— Exercise prompt —
For this task, output every entry below exactly and omit the pictures.

__________

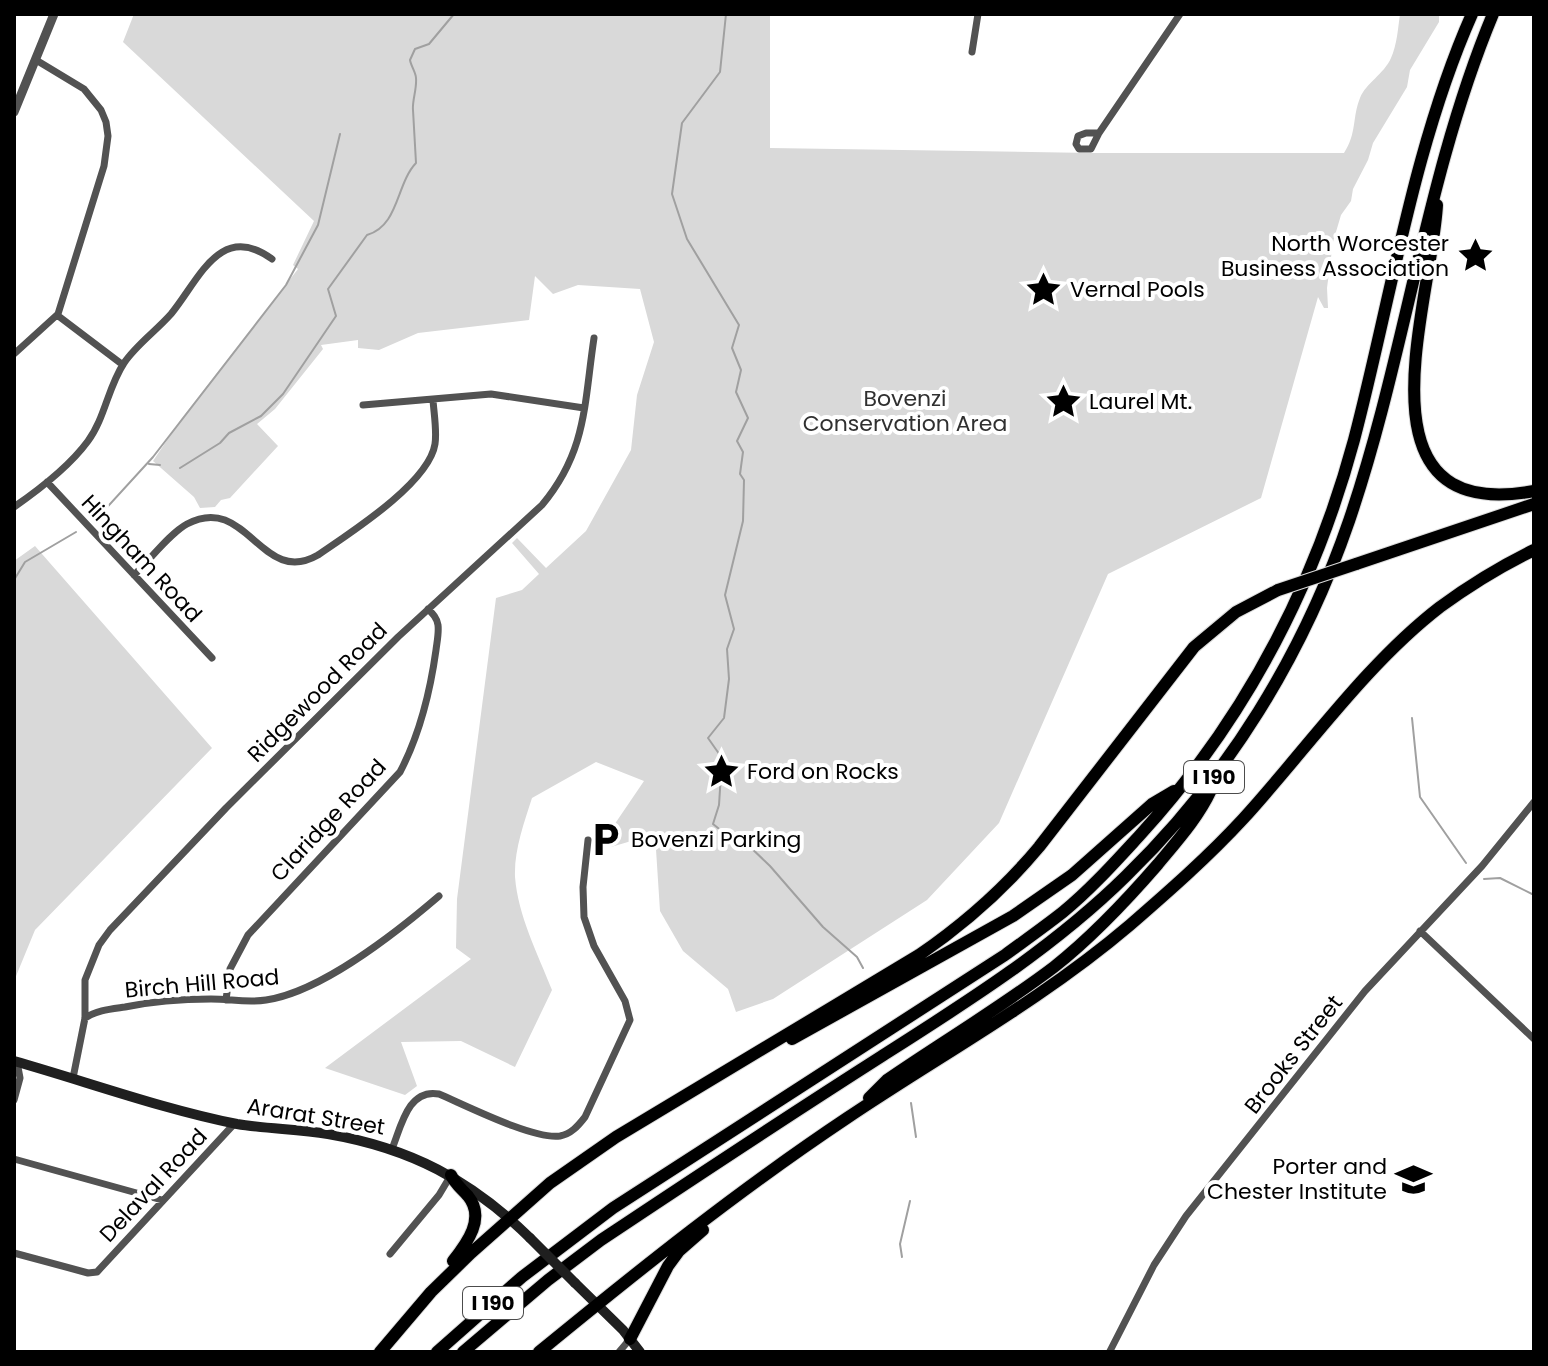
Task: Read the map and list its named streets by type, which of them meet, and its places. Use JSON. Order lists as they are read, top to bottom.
{
  "streets": {
    "highway": ["I 190"],
    "main road": ["Ararat Street"],
    "street": [
      "Hingham Road",
      "Ridgewood Road",
      "Claridge Road",
      "Birch Hill Road",
      "Brooks Street",
      "Delaval Road"
    ]
  },
  "crossings": [
    ["Ridgewood Road", "Claridge Road"],
    ["Ridgewood Road", "Birch Hill Road"],
    ["Ridgewood Road", "Ararat Street"],
    ["Claridge Road", "Birch Hill Road"],
    ["Ararat Street", "Delaval Road"]
  ],
  "parks": ["Bovenzi Conservation Area"],
  "places": {
    "place": [
      "North Worcester Business Association",
      "Vernal Pools",
      "Laurel Mt.",
      "Ford on Rocks"
    ],
    "parking": ["Bovenzi Parking"],
    "school or university": ["Porter and Chester Institute"]
  }
}
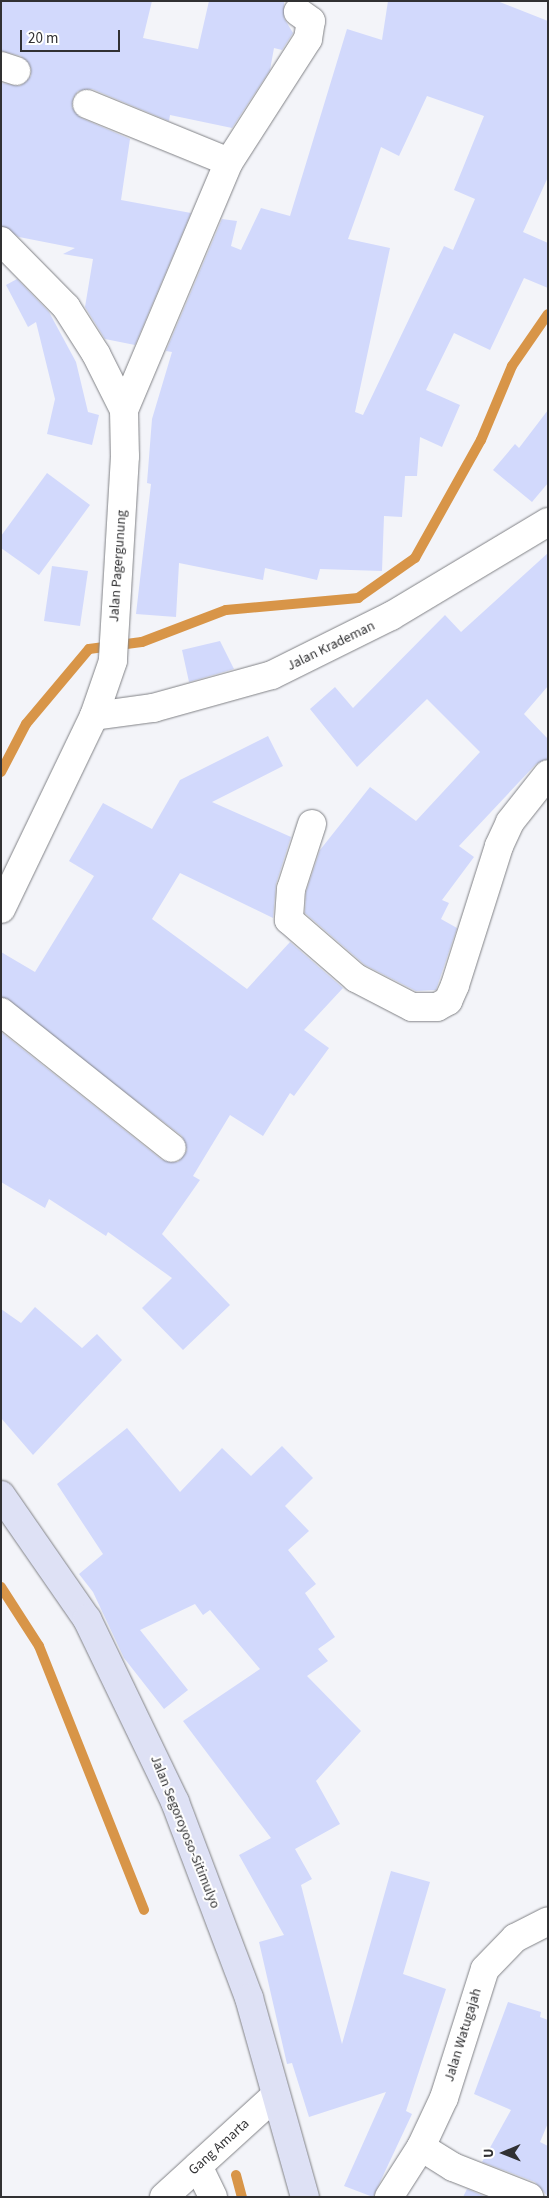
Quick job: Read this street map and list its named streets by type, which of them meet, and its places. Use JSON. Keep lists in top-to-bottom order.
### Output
{
  "streets": {
    "main road": ["Jalan Segoroyoso-Sitimulyo"],
    "street": [
      "Jalan Pagergunung",
      "Jalan Krademan",
      "Jalan Watugajah",
      "Gang Amarta"
    ]
  },
  "crossings": [
    ["Jalan Pagergunung", "Jalan Krademan"],
    ["Jalan Segoroyoso-Sitimulyo", "Gang Amarta"]
  ],
  "scale_bar": "20 m",
  "north": "left"
}
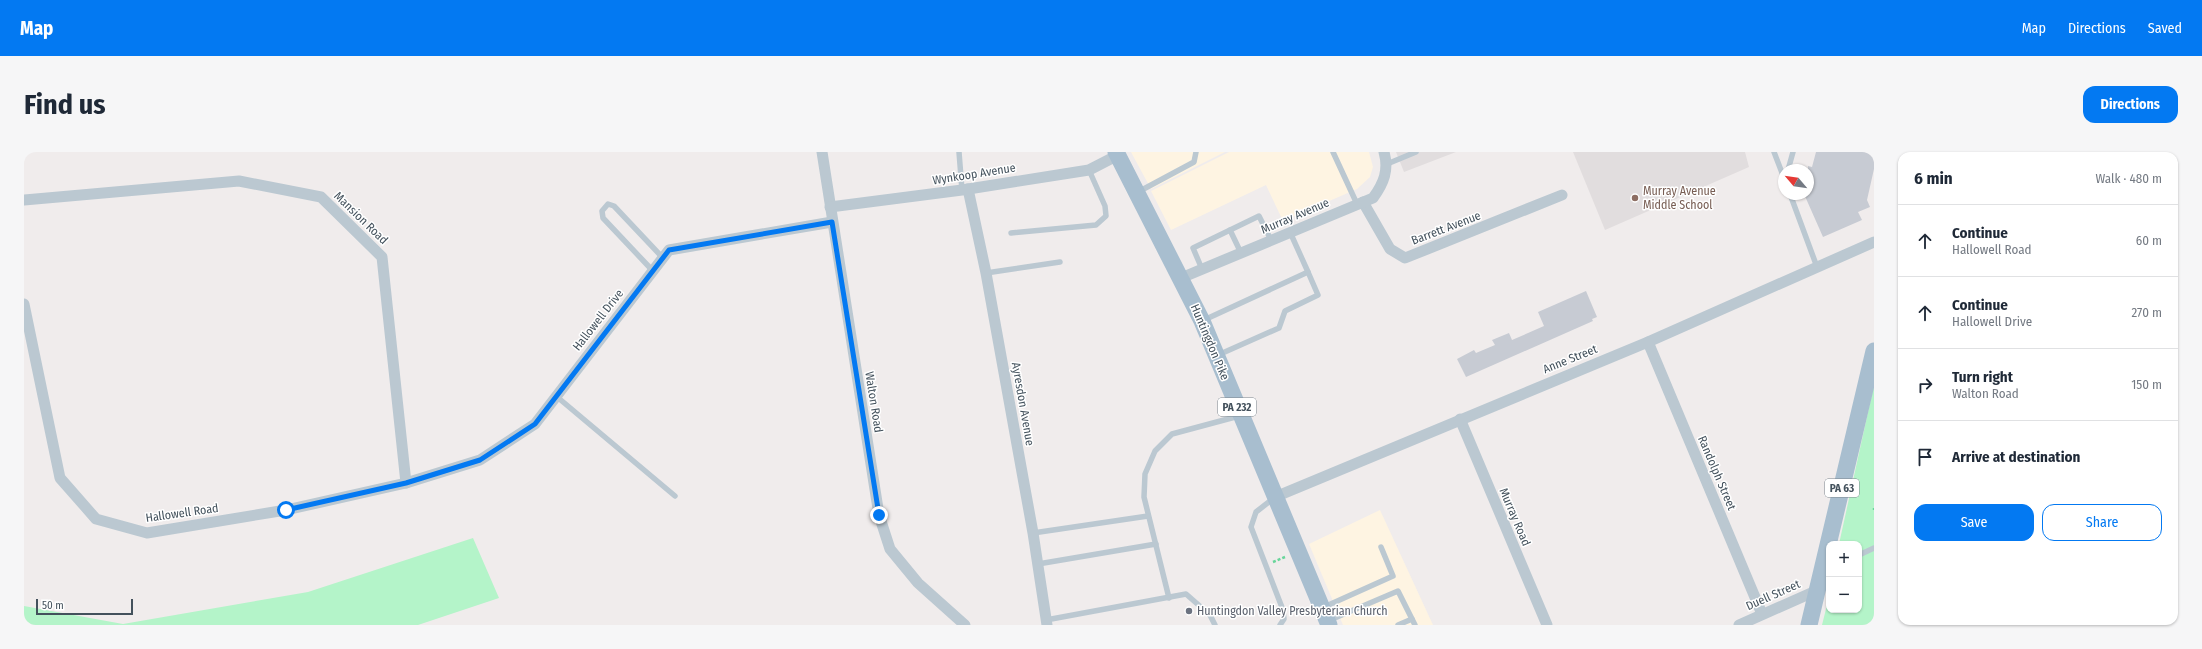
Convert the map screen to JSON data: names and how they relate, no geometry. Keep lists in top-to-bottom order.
{
  "streets": {
    "main road": ["Huntingdon Pike", "PA 232", "PA 63"],
    "street": [
      "Wynkoop Avenue",
      "Murray Avenue",
      "Mansion Road",
      "Barrett Avenue",
      "Hallowell Drive",
      "Anne Street",
      "Walton Road",
      "Ayresdon Avenue",
      "Randolph Street",
      "Hallowell Road",
      "Murray Road",
      "Duell Street"
    ]
  },
  "crossings": [
    ["Wynkoop Avenue", "Huntingdon Pike"],
    ["Wynkoop Avenue", "Walton Road"],
    ["Wynkoop Avenue", "Ayresdon Avenue"],
    ["Murray Avenue", "Barrett Avenue"],
    ["Murray Avenue", "Huntingdon Pike"],
    ["Mansion Road", "Hallowell Drive"],
    ["Mansion Road", "Hallowell Road"],
    ["Hallowell Drive", "Walton Road"],
    ["Hallowell Drive", "Hallowell Road"],
    ["Huntingdon Pike", "Anne Street"],
    ["Anne Street", "Randolph Street"],
    ["Anne Street", "Murray Road"],
    ["Randolph Street", "Duell Street"],
    ["PA 63", "Duell Street"]
  ],
  "places": ["Murray Avenue Middle School", "Huntingdon Valley Presbyterian Church"],
  "scale_bar": "50 m",
  "north": "top left",
  "page": {
    "header": "Map",
    "nav": ["Map", "Directions", "Saved"],
    "buttons": [
      "Directions",
      ["Save", "Share"]
    ],
    "title": "Find us",
    "heading": ["6 min", "Walk · 480 m"],
    "list": [
      ["Continue", "Hallowell Road", "60 m"],
      ["Continue", "Hallowell Drive", "270 m"],
      ["Turn right", "Walton Road", "150 m"],
      "Arrive at destination"
    ],
    "map_buttons": ["+", "−"],
    "scale": "50 m"
  }
}
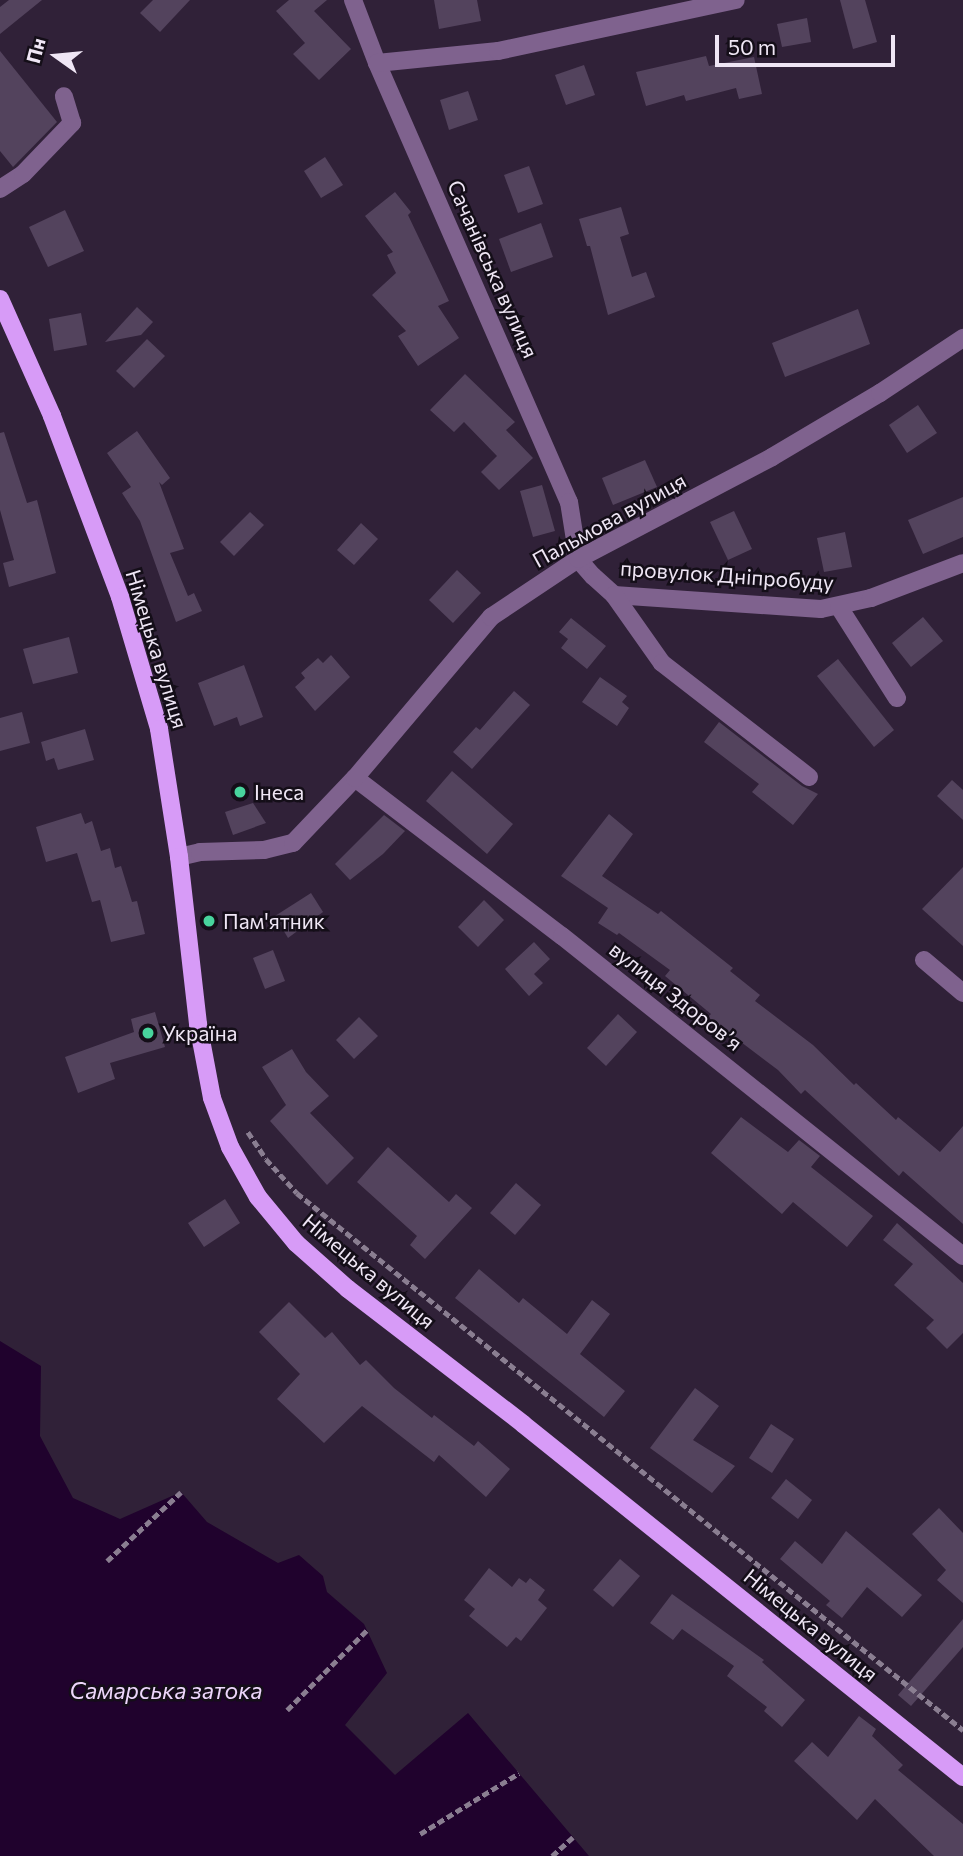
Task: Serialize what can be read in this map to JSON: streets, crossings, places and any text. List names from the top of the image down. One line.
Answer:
{"streets":{"main road":["Німецька вулиця"],"street":["Сачанівська вулиця","Пальмова вулиця","провулок Дніпробуду","вулиця Здоровʼя"]},"crossings":[["Сачанівська вулиця","Пальмова вулиця"],["Сачанівська вулиця","провулок Дніпробуду"],["Пальмова вулиця","провулок Дніпробуду"],["Пальмова вулиця","Німецька вулиця"],["Пальмова вулиця","вулиця Здоровʼя"]],"water":["Самарська затока"],"places":["Інеса","Пам'ятник","Україна"],"scale_bar":"50 m","north":"left"}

__________

— Response box —
Task: Read the map and list its named streets by type, which of them meet, and its places. Use JSON. Order lists as they are read, top to bottom.
{
  "streets": {
    "highway": ["I 190"],
    "main road": ["Ararat Street"],
    "street": [
      "Hingham Road",
      "Ridgewood Road",
      "Claridge Road",
      "Birch Hill Road",
      "Brooks Street",
      "Delaval Road"
    ]
  },
  "crossings": [
    ["Ridgewood Road", "Claridge Road"],
    ["Ridgewood Road", "Birch Hill Road"],
    ["Ridgewood Road", "Ararat Street"],
    ["Claridge Road", "Birch Hill Road"],
    ["Ararat Street", "Delaval Road"]
  ],
  "parks": ["Bovenzi Conservation Area"],
  "places": {
    "place": [
      "North Worcester Business Association",
      "Vernal Pools",
      "Laurel Mt.",
      "Ford on Rocks"
    ],
    "parking": ["Bovenzi Parking"],
    "school or university": ["Porter and Chester Institute"]
  }
}
Quick job: Read this street map and list its named streets by type, which of them meet, and its places. Use JSON. Keep lists in top-to-bottom order.
### Output
{
  "streets": {
    "main road": ["Jalan Segoroyoso-Sitimulyo"],
    "street": [
      "Jalan Pagergunung",
      "Jalan Krademan",
      "Jalan Watugajah",
      "Gang Amarta"
    ]
  },
  "crossings": [
    ["Jalan Pagergunung", "Jalan Krademan"],
    ["Jalan Segoroyoso-Sitimulyo", "Gang Amarta"]
  ],
  "scale_bar": "20 m",
  "north": "left"
}
Convert the map screen to JSON data: names and how they relate, no geometry. Keep lists in top-to-bottom order.
{
  "streets": {
    "main road": ["Huntingdon Pike", "PA 232", "PA 63"],
    "street": [
      "Wynkoop Avenue",
      "Murray Avenue",
      "Mansion Road",
      "Barrett Avenue",
      "Hallowell Drive",
      "Anne Street",
      "Walton Road",
      "Ayresdon Avenue",
      "Randolph Street",
      "Hallowell Road",
      "Murray Road",
      "Duell Street"
    ]
  },
  "crossings": [
    ["Wynkoop Avenue", "Huntingdon Pike"],
    ["Wynkoop Avenue", "Walton Road"],
    ["Wynkoop Avenue", "Ayresdon Avenue"],
    ["Murray Avenue", "Barrett Avenue"],
    ["Murray Avenue", "Huntingdon Pike"],
    ["Mansion Road", "Hallowell Drive"],
    ["Mansion Road", "Hallowell Road"],
    ["Hallowell Drive", "Walton Road"],
    ["Hallowell Drive", "Hallowell Road"],
    ["Huntingdon Pike", "Anne Street"],
    ["Anne Street", "Randolph Street"],
    ["Anne Street", "Murray Road"],
    ["Randolph Street", "Duell Street"],
    ["PA 63", "Duell Street"]
  ],
  "places": ["Murray Avenue Middle School", "Huntingdon Valley Presbyterian Church"],
  "scale_bar": "50 m",
  "north": "top left",
  "page": {
    "header": "Map",
    "nav": ["Map", "Directions", "Saved"],
    "buttons": [
      "Directions",
      ["Save", "Share"]
    ],
    "title": "Find us",
    "heading": ["6 min", "Walk · 480 m"],
    "list": [
      ["Continue", "Hallowell Road", "60 m"],
      ["Continue", "Hallowell Drive", "270 m"],
      ["Turn right", "Walton Road", "150 m"],
      "Arrive at destination"
    ],
    "map_buttons": ["+", "−"],
    "scale": "50 m"
  }
}
Task: Serialize what can be read in this map to JSON: streets, crossings, places and any text. List names from the top of the image down. One line.
Answer:
{"streets":{"main road":["Німецька вулиця"],"street":["Сачанівська вулиця","Пальмова вулиця","провулок Дніпробуду","вулиця Здоровʼя"]},"crossings":[["Сачанівська вулиця","Пальмова вулиця"],["Сачанівська вулиця","провулок Дніпробуду"],["Пальмова вулиця","провулок Дніпробуду"],["Пальмова вулиця","Німецька вулиця"],["Пальмова вулиця","вулиця Здоровʼя"]],"water":["Самарська затока"],"places":["Інеса","Пам'ятник","Україна"],"scale_bar":"50 m","north":"left"}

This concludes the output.